Documentation Improvements #745

aman-17 · 2024-11-12T16:00:09Z

Documentation Improvements

Changes Made

Fixed grammar and improved documentation clarity throughout.
Restructured training instructions for better readability.
Enhanced checkpoint download documentation.
- Added new script scripts/download_checkpoints.py to automate checkpoint downloads.
- Removed manual URL conversion by automating R2 to public URL conversion.
Fixed bug for loading unsharded checkpoints in scripts/train.py.
Improved data inspection instructions.

New Features

The new scripts/download_checkpoints.py script:

Automatically handles URL conversions between R2 and public formats.
Downloads checkpoint files with progress tracking.
Supports specific step selection and directory listing.

.gitignore

README.md

scripts/download_checkpoints.py

scripts/train.py

aman-17

@dirkgr Can you review this?

2015aroras · 2024-11-20T23:51:57Z

README.md

@@ -58,7 +55,7 @@ The core models in the OLMo family released so far are (all trained on the [Dolm
 URLs to checkpoints at intermediate steps of the models' trainings can be found in the csv files under [`checkpoints/official/`](https://github.com/allenai/OLMo/blob/main/checkpoints/official). These 'directory' URLs cannot currently be directly accessed, but files within the directory are publicly accessible. These URLs can also be provided to the training script to resume training from the checkpoint (see [Training](#training)). Each checkpoint directory consists of:

 - `config.yaml`: the config at that training step.
- `model.pt`, `optim.pt`, `train.pt`: model, optimizer and training state at that training step.
+- `model.safetensors`, `optim.safetensors`, `train.pt`: model, optimizer and training state at that training step.


train.safetensors?

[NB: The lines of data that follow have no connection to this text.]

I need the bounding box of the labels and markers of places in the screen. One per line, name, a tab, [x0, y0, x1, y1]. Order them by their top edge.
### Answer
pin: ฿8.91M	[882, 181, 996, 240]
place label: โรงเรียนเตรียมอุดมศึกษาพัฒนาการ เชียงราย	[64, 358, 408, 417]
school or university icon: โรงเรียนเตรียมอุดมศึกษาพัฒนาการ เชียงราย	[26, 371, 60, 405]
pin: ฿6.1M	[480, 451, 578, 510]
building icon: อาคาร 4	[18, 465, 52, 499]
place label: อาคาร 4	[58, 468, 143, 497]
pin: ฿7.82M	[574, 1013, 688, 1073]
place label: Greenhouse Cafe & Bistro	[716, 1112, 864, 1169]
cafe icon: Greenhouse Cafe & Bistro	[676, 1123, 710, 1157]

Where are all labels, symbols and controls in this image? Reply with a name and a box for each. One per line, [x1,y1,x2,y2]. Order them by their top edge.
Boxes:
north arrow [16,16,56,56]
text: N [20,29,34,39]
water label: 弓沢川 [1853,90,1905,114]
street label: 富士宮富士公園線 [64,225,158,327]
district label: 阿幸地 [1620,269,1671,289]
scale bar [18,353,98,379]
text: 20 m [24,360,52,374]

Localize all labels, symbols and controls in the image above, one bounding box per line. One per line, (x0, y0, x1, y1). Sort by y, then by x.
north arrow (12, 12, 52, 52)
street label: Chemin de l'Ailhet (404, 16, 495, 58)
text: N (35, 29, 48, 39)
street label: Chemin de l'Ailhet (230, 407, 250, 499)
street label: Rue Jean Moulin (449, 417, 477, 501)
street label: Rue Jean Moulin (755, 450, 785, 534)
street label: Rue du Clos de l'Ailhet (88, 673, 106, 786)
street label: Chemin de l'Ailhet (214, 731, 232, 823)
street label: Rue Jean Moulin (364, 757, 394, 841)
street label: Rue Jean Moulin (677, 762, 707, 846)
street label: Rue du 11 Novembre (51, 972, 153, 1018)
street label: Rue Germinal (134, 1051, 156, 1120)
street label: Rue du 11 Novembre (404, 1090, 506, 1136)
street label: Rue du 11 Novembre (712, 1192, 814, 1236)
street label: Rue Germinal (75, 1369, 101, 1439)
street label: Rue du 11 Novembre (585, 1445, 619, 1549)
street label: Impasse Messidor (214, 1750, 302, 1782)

Also, for the original model we just have *.pt so we should have that format mentioned somewhere.

We are going to save in .safetensors starting from OLMo-2

Sure, but people might still try to use older OLMo models. The documentation should be backwards-compatible?

No, not backwards compatible

scripts/download_checkpoints.py

dirkgr · 2024-11-26T01:20:56Z

scripts/download_checkpoints.py

+        except requests.exceptions.HTTPError as e:
+            print(f"HTTP error for {pattern}: {e}")
+        except requests.exceptions.RequestException as e:
+            print(f"Connection error for {pattern}: {e}")


This is still swallowing exceptions. It just prints about them. This part of the code should check whether the exception is a 404 error, in which case it's fine, and otherwise let the exception propagate.

dirkgr · 2024-11-26T01:21:25Z

scripts/download_checkpoints.py

+   print(f"Saving to: {base_path}")
+   available_files = try_get_directory_listing(public_url)
+
+   if not available_files:


Suggested change

if not available_files:

if len(available_files) <= 0:

How does this make any better? found_files can never be negative right? if not available_files: is same as if len(available_files) == 0:.

dirkgr · 2024-11-26T01:22:06Z

scripts/download_checkpoints.py

+        try:
+            test_url = urljoin(url.rstrip('/') + '/', pattern)
+            response = requests.head(test_url)
+            # response.raise_for_status()


Leftover debugging code?

dirkgr · 2024-11-26T01:24:20Z

scripts/download_checkpoints.py

+       try:
+           print(f"\nDownloading: {file}")
+           download_file(file_url, file_path)
+       except requests.exceptions.Timeout:
+           print(f"Timeout error for {file}, retrying once...")
+           try:
+               download_file(file_url, file_path)
+           except requests.exceptions.RequestException as e:
+               failed_files.append(file)
+               print(f"Failed to download {file}: {e}")
+       except requests.exceptions.RequestException as e:
+           failed_files.append(file)
+           print(f"Failed to download {file}: {e}")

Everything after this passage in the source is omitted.